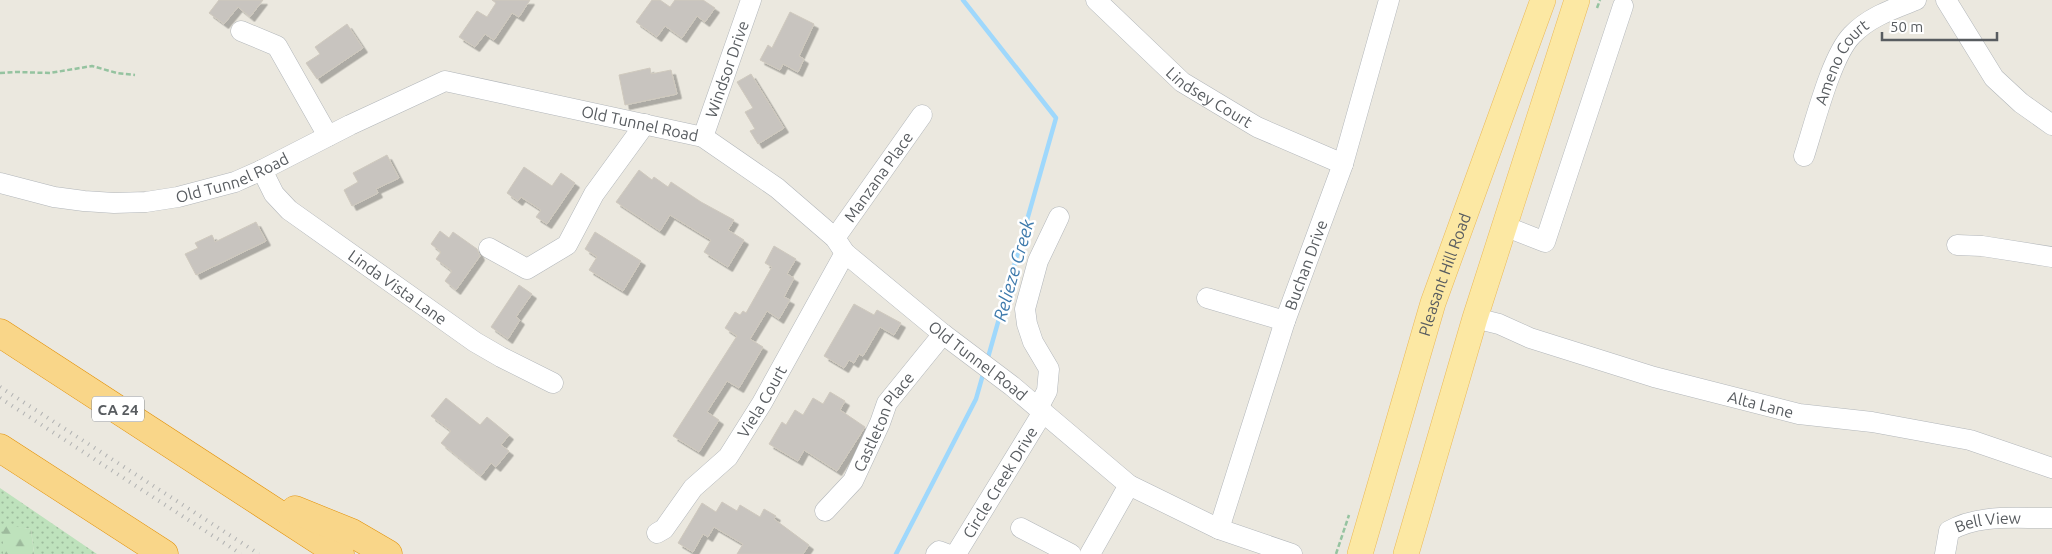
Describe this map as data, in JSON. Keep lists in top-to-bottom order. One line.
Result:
{"streets":{"highway":["CA 24"],"main road":["Pleasant Hill Road"],"street":["Ameno Court","Windsor Drive","Lindsey Court","Old Tunnel Road","Manzana Place","Buchan Drive","Linda Vista Lane","Viela Court","Alta Lane","Castleton Place","Circle Creek Drive","Bell View"]},"crossings":[["Windsor Drive","Old Tunnel Road"],["Lindsey Court","Buchan Drive"],["Old Tunnel Road","Manzana Place"],["Old Tunnel Road","Buchan Drive"],["Old Tunnel Road","Linda Vista Lane"],["Old Tunnel Road","Viela Court"],["Old Tunnel Road","Castleton Place"],["Old Tunnel Road","Circle Creek Drive"],["Manzana Place","Viela Court"]],"water":["Relieze Creek"],"scale_bar":"50 m"}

**Work instruction:**
Leave out the images and write out the listing above exactly.

**Exercise answer:**
Describe this map as data, in JSON. Keep lists in top-to-bottom order. One line.
Result:
{"streets":{"highway":["CA 24"],"main road":["Pleasant Hill Road"],"street":["Ameno Court","Windsor Drive","Lindsey Court","Old Tunnel Road","Manzana Place","Buchan Drive","Linda Vista Lane","Viela Court","Alta Lane","Castleton Place","Circle Creek Drive","Bell View"]},"crossings":[["Windsor Drive","Old Tunnel Road"],["Lindsey Court","Buchan Drive"],["Old Tunnel Road","Manzana Place"],["Old Tunnel Road","Buchan Drive"],["Old Tunnel Road","Linda Vista Lane"],["Old Tunnel Road","Viela Court"],["Old Tunnel Road","Castleton Place"],["Old Tunnel Road","Circle Creek Drive"],["Manzana Place","Viela Court"]],"water":["Relieze Creek"],"scale_bar":"50 m"}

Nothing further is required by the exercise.